Half of the program’s profits go to Carevan, a Wangaratta-based charity that delivers food to people in need, while the other half go towards paying off the drone.

“The idea of social enterprise is to teach kids a range of different skills through running a business, and that business contributes towards a social need in the community,” Myrrhee principal Ash Graham explains.

The drone program is part of an Australian Centre for Rural Entrepreneurship (ACRE) initiative that runs throughout north-east Victoria, but the specific enterprise chosen at Myrrhee is unique.

The concept was pitched and voted on by students, giving them a strong sense of ownership.

“The kids advertise for drone photography services in our local area, so they’ll go to farms or wineries or other businesses to take photos and then they sell those photos to their customers to do what they want to do with them,” Graham explains.

“So they might use them for advertising, they might use them for displays in their house or whatever...”

Graham says that there has been a recent surge of community interest.

“It’s sort of taken off over the last six months. There’s a teacher here, Jacqui Younger, and she takes the kids on site and talks with the clients and ... helps them with their communication and everything as well, so ... I think they’ve done maybe 10 [sessions] this term.”

There are less than 30 students at Myrrhee, split between two classes.

The drone program is the brainchild of the senior class, which includes students from Grades 3 to 6.

“We originally had a movie night. They put on movies for the local people in the area, because there’s no cinema out here, it’s about 50 kilometres to the local cinema,” Graham says.

The following year, the students decided they wanted to try something different.

After they all wrote and delivered their competing pitches, the drone program was born.

“So it’s all run by the kids, with our guidance. And they voted for that, but they also voted for the CEOs of their enterprise as well, so the kids have democratic sort of process in everything they do,” Graham says.

Isabella, now in Year 7, was one of the class’ CEOs.

“Once you get the hang of [piloting the drone] it’s not that hard, but when you look at it you think it’s going to be much more difficult than it actually is,” she says.

“After you do your drone test and you know how to use everything well, it’s not that hard to do, and you get the hang of it pretty easy.”

The program gave Isabella valuable entrepreneurial experience.

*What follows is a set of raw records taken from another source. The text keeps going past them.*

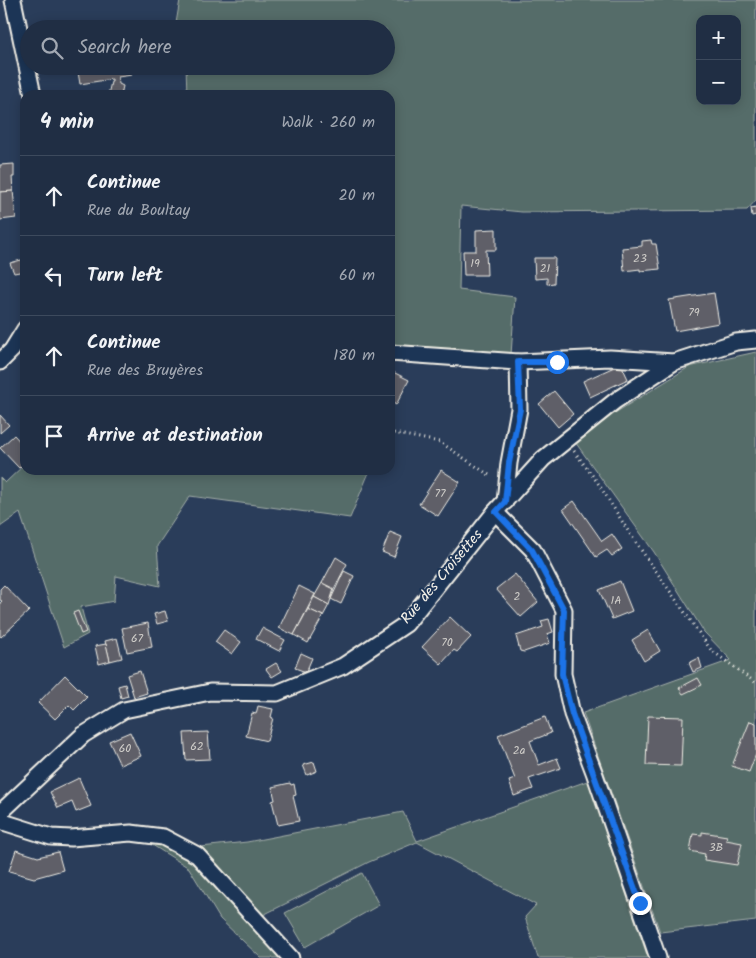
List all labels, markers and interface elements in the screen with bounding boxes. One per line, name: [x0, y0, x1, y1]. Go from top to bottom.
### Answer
map controls: [696, 15, 741, 105]
button: +: [696, 15, 741, 60]
search box: [20, 20, 395, 75]
text: Search here: [78, 33, 172, 63]
icon: search: [38, 34, 66, 62]
button: −: [696, 60, 741, 105]
text: 4 min: [40, 106, 94, 139]
text: Walk · 260 m: [282, 110, 375, 135]
text: Continue: [87, 168, 160, 198]
icon: ahead: [40, 182, 68, 210]
text: 20 m: [339, 183, 375, 208]
text: Rue du Boultay: [87, 198, 190, 223]
house number: 23: [633, 249, 647, 268]
house number: 19: [470, 254, 480, 273]
house number: 21: [540, 259, 551, 278]
text: Turn left: [87, 261, 162, 291]
icon: left: [40, 262, 68, 290]
text: 60 m: [339, 263, 375, 288]
house number: 79: [688, 303, 700, 322]
text: Continue: [87, 328, 160, 358]
icon: ahead: [40, 342, 68, 370]
text: 180 m: [333, 343, 375, 368]
route start: [546, 351, 569, 374]
text: Rue des Bruyères: [87, 358, 203, 383]
text: Arrive at destination: [87, 421, 263, 451]
icon: arrive: [40, 422, 68, 450]
house number: 77: [434, 484, 446, 503]
street label: Rue des Croisettes: [395, 524, 489, 630]
house number: 2: [514, 587, 521, 606]
house number: 1A: [610, 591, 622, 610]
house number: 67: [131, 629, 144, 648]
house number: 70: [441, 633, 453, 652]
house number: 62: [190, 737, 204, 756]
house number: 60: [119, 739, 131, 758]
house number: 2a: [513, 741, 526, 760]
house number: 3B: [709, 838, 723, 857]
route end: [629, 892, 652, 915]

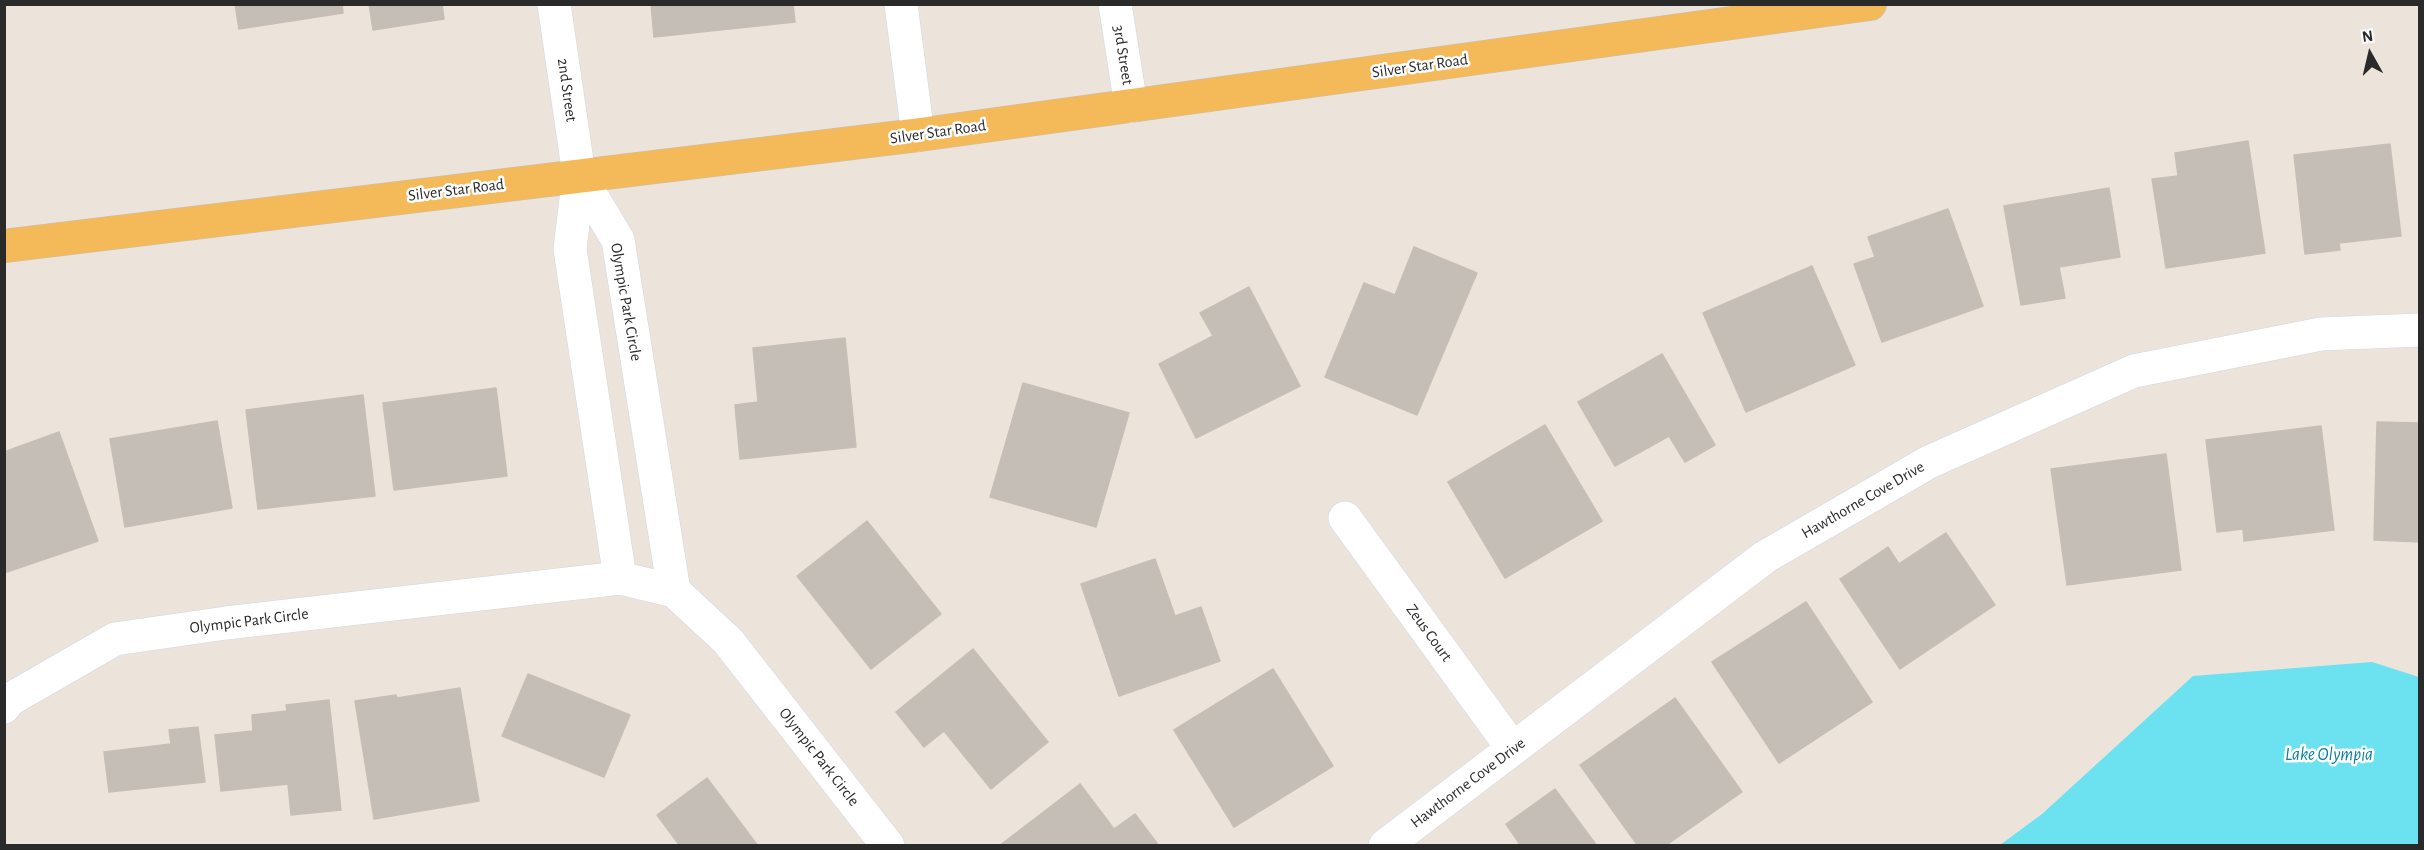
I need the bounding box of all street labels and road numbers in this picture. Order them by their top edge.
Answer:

“[My favourite part] would probably be getting an insight into how to run a business, I think it’s really cool how you have to work out how to do everything to keep it running,” she says.

For Grade 5 student Oscar, the program’s social component stood out.

“Probably getting to meet people in the local area, as well as giving them a hand, as well as helping the local community program with Carevan,” he says.

Isabella isn’t sure if she wants to run her own business one day, but is an enthusiastic proponent of the program.

“Social enterprise has been really good for our school,” she says.

“We’ve all worked really hard together to get the business running and it’s been a great experience for everyone I think.”